• _Work instructions_
What lines of the data below hold the string "read"? Copy each one out.

• _Exercise input_
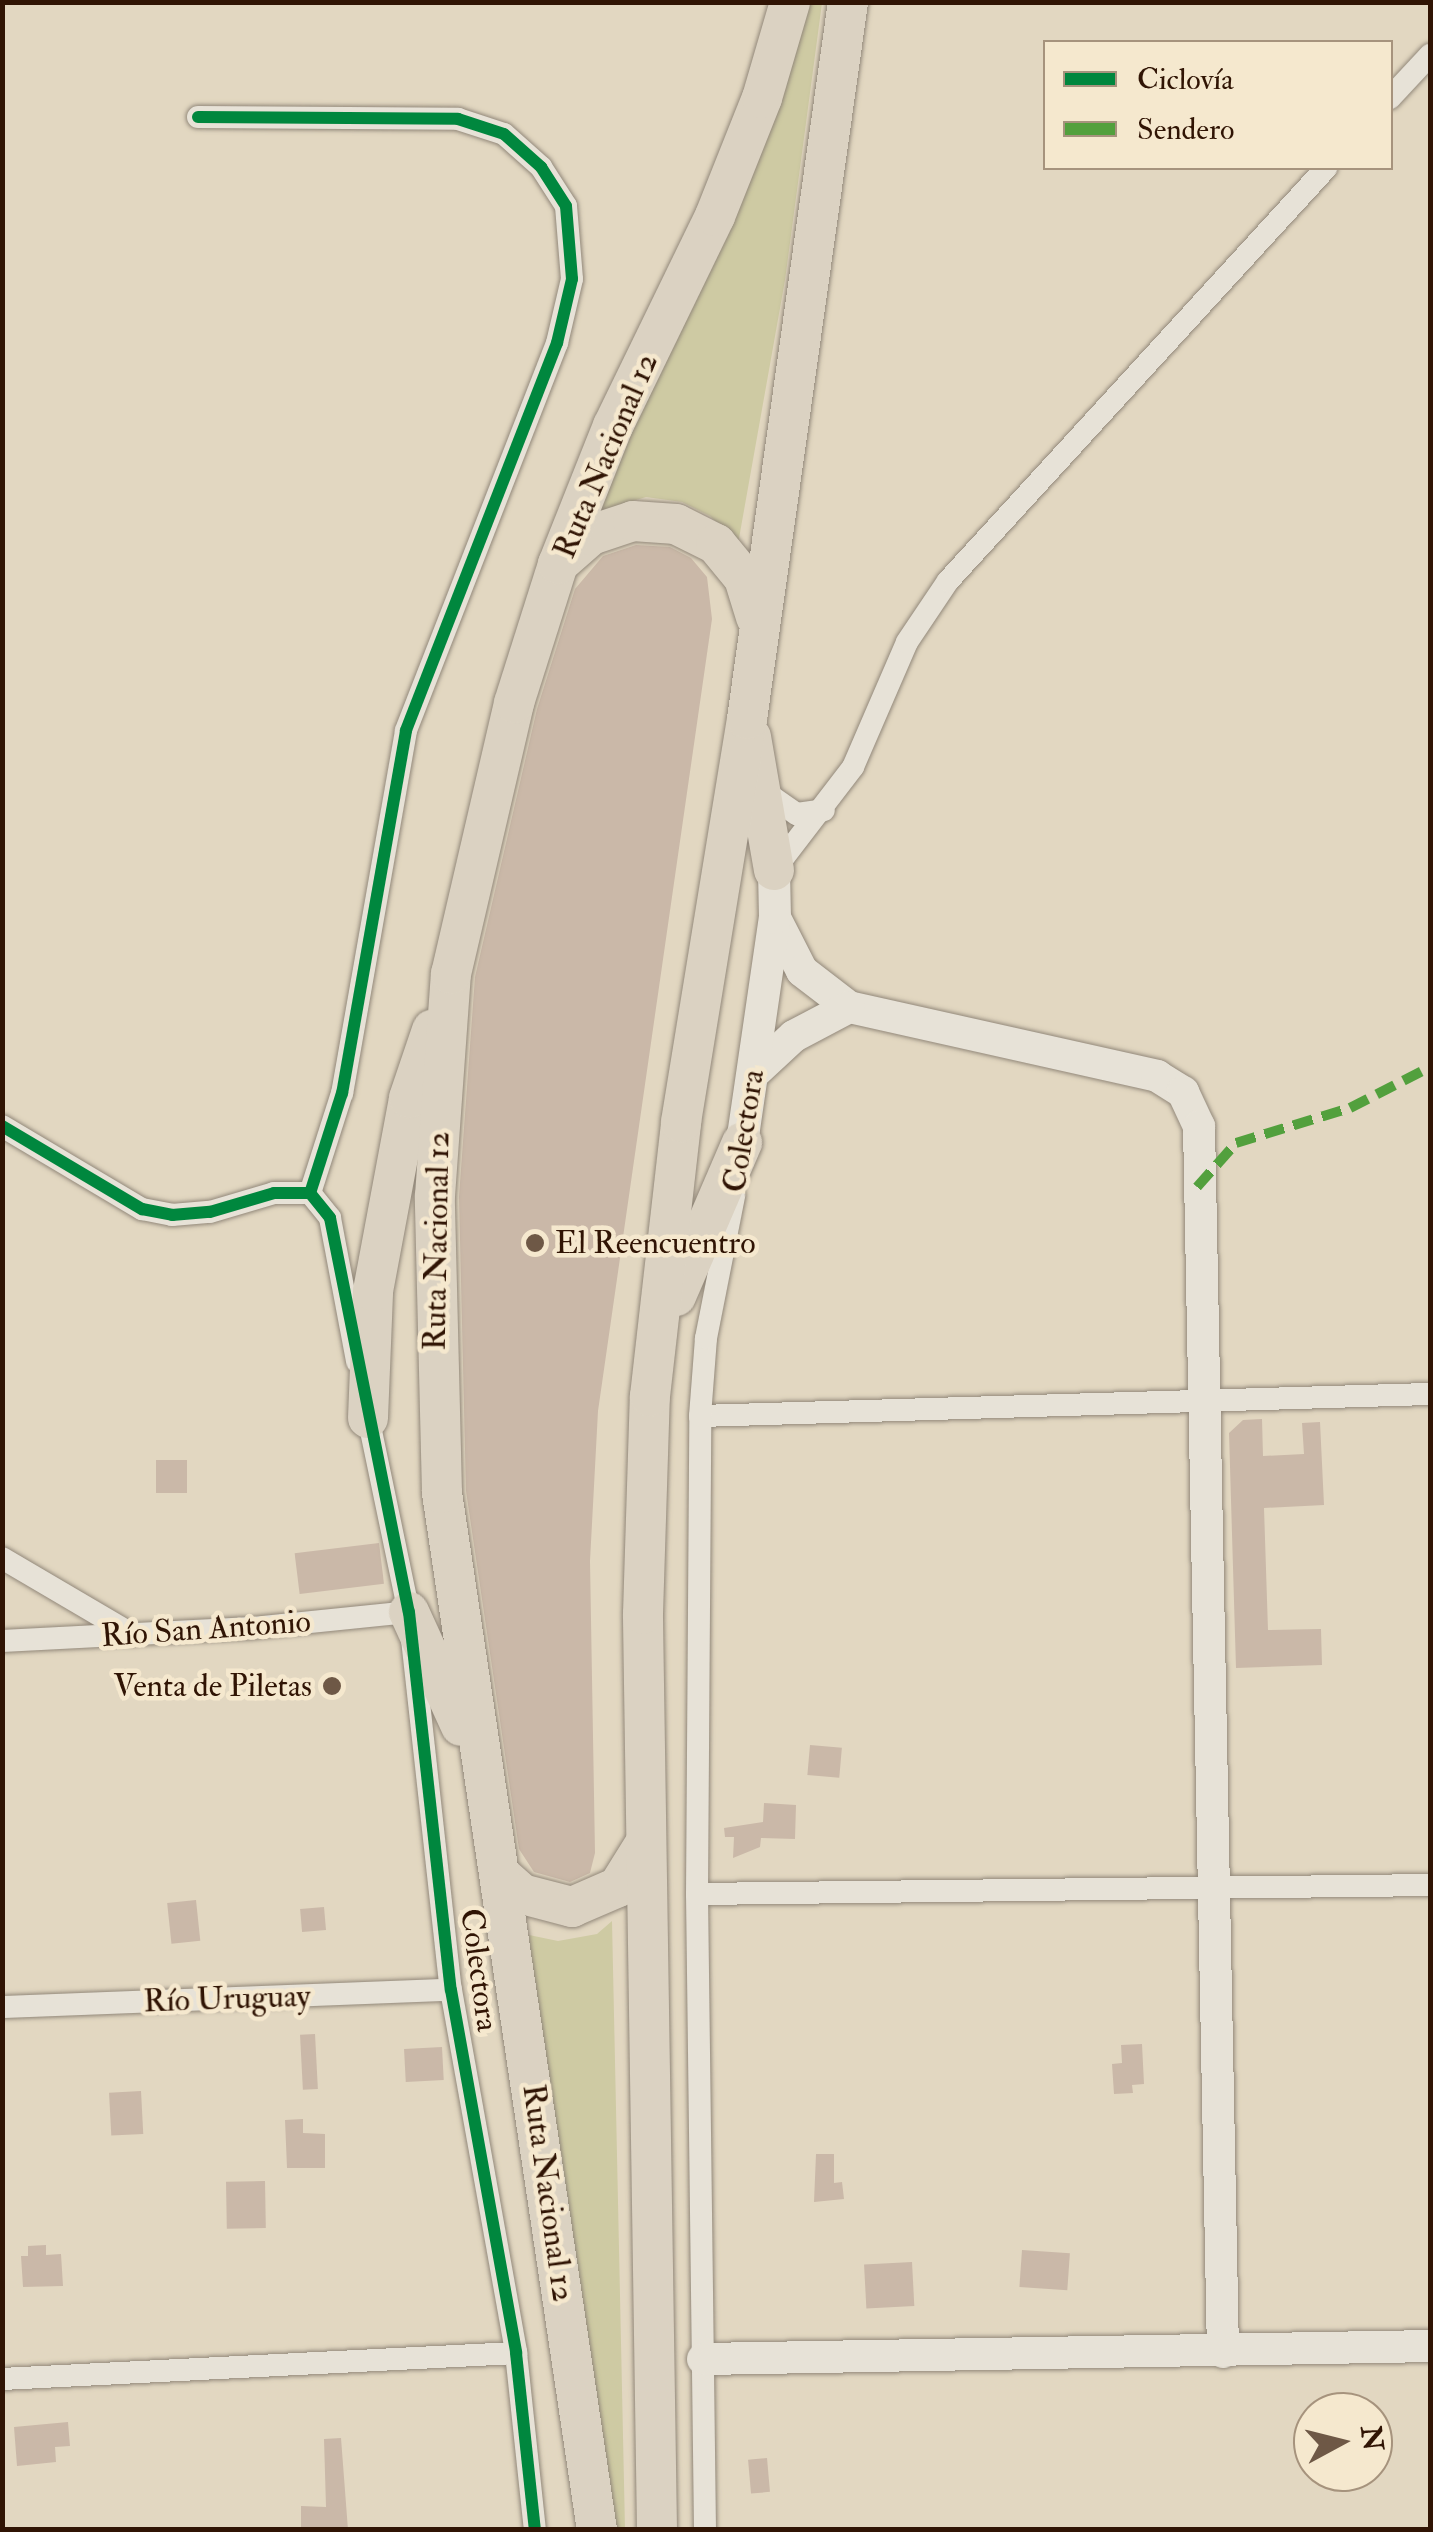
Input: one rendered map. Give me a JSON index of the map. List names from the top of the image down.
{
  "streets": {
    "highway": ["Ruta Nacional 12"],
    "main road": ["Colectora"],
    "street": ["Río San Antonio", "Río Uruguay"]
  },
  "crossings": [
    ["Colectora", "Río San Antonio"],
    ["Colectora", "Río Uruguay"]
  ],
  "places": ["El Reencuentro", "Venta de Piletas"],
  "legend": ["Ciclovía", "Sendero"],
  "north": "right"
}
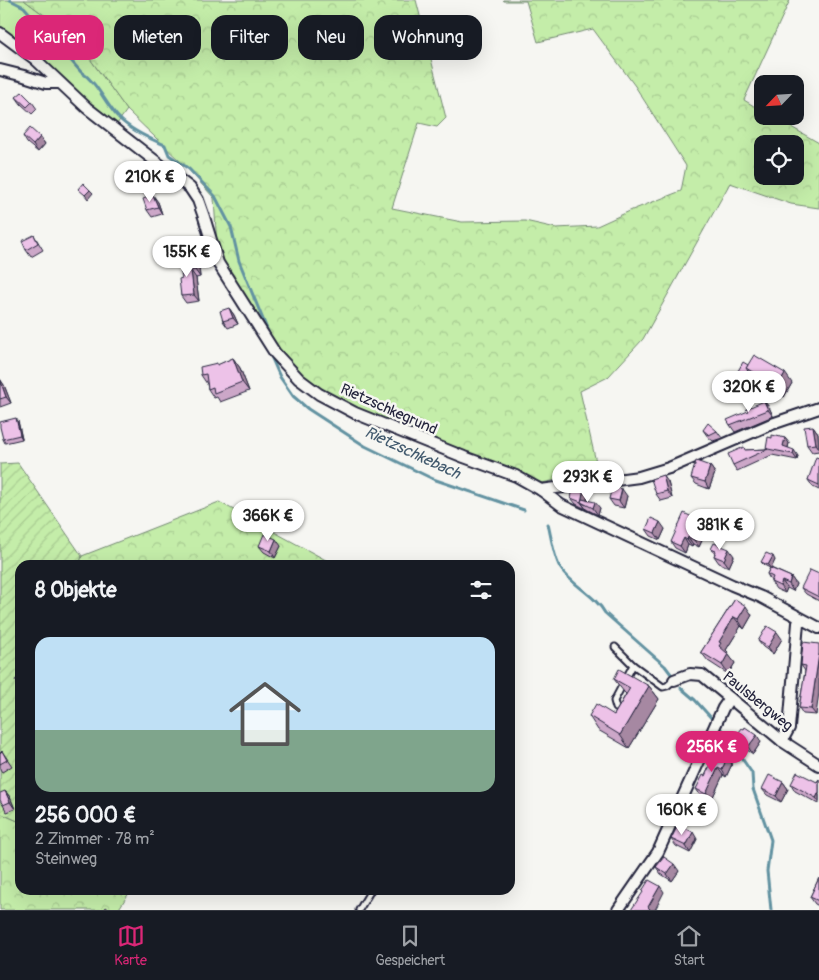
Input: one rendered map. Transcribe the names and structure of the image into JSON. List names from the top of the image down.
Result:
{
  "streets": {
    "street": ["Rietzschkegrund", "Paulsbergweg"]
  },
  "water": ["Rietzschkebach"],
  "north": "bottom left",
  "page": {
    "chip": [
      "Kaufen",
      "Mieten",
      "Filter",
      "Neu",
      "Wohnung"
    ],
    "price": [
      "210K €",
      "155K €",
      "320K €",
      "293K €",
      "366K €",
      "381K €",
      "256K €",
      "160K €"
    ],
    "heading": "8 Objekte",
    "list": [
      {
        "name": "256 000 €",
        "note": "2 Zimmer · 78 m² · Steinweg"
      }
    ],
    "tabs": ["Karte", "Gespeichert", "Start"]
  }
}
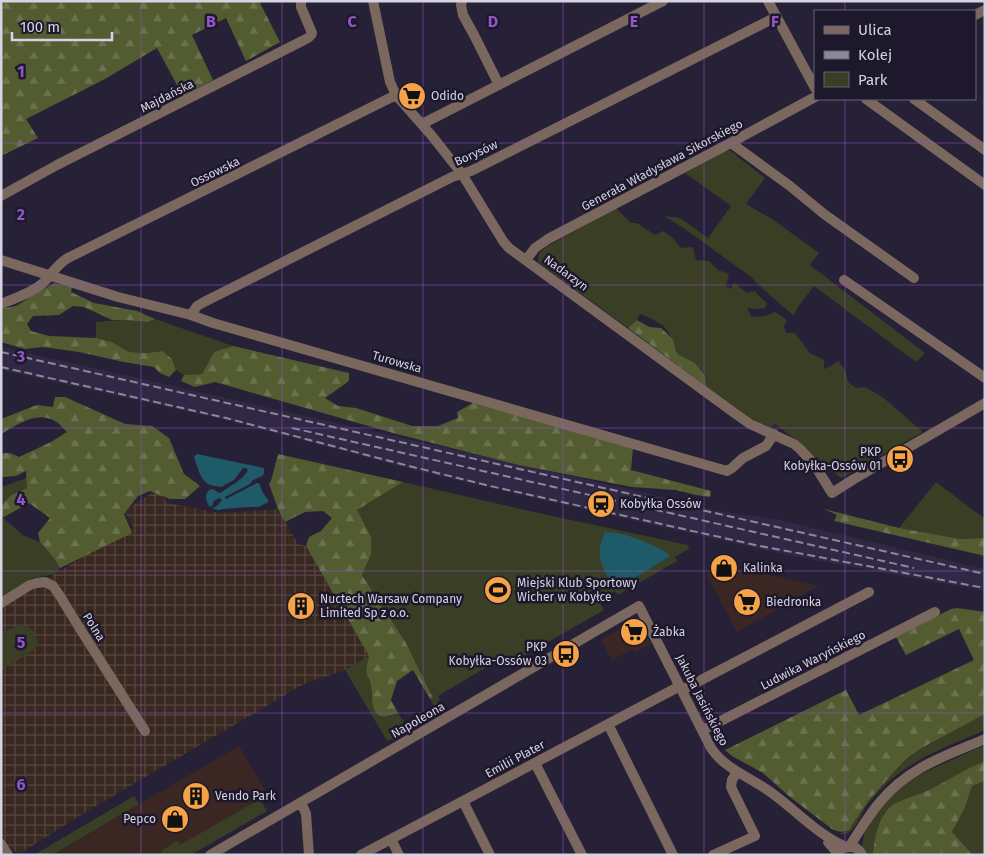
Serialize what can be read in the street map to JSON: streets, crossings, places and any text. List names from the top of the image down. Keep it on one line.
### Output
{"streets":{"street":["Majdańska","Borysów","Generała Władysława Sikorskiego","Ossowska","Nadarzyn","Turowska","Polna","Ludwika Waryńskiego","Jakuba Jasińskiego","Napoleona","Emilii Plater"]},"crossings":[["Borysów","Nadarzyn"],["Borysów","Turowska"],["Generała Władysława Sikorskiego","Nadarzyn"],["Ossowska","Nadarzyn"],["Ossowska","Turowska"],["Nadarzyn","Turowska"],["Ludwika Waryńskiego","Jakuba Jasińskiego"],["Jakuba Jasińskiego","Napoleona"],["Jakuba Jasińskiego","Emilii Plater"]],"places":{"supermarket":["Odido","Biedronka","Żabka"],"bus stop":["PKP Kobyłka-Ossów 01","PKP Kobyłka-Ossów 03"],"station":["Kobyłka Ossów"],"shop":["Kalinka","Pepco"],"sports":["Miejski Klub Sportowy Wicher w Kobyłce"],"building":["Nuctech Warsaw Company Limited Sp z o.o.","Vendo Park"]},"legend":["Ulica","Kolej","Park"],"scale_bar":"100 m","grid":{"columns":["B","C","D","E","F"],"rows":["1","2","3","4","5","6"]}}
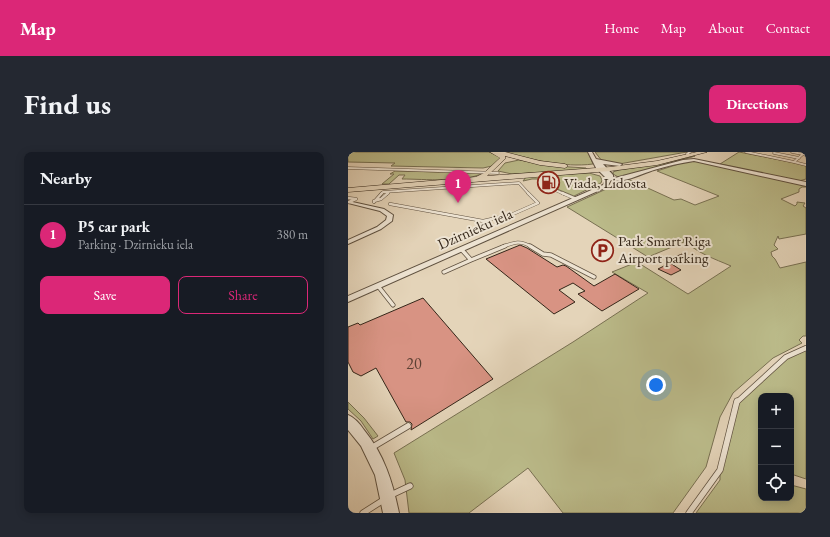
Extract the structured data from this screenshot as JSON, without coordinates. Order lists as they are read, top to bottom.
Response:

• _Written solution_
Serialize what can be read in the street map to JSON: streets, crossings, places and any text. List names from the top of the image down. Keep it on one line.
Extract the structured data from this screenshot as JSON, without coordinates. Order lists as they are read, top to bottom.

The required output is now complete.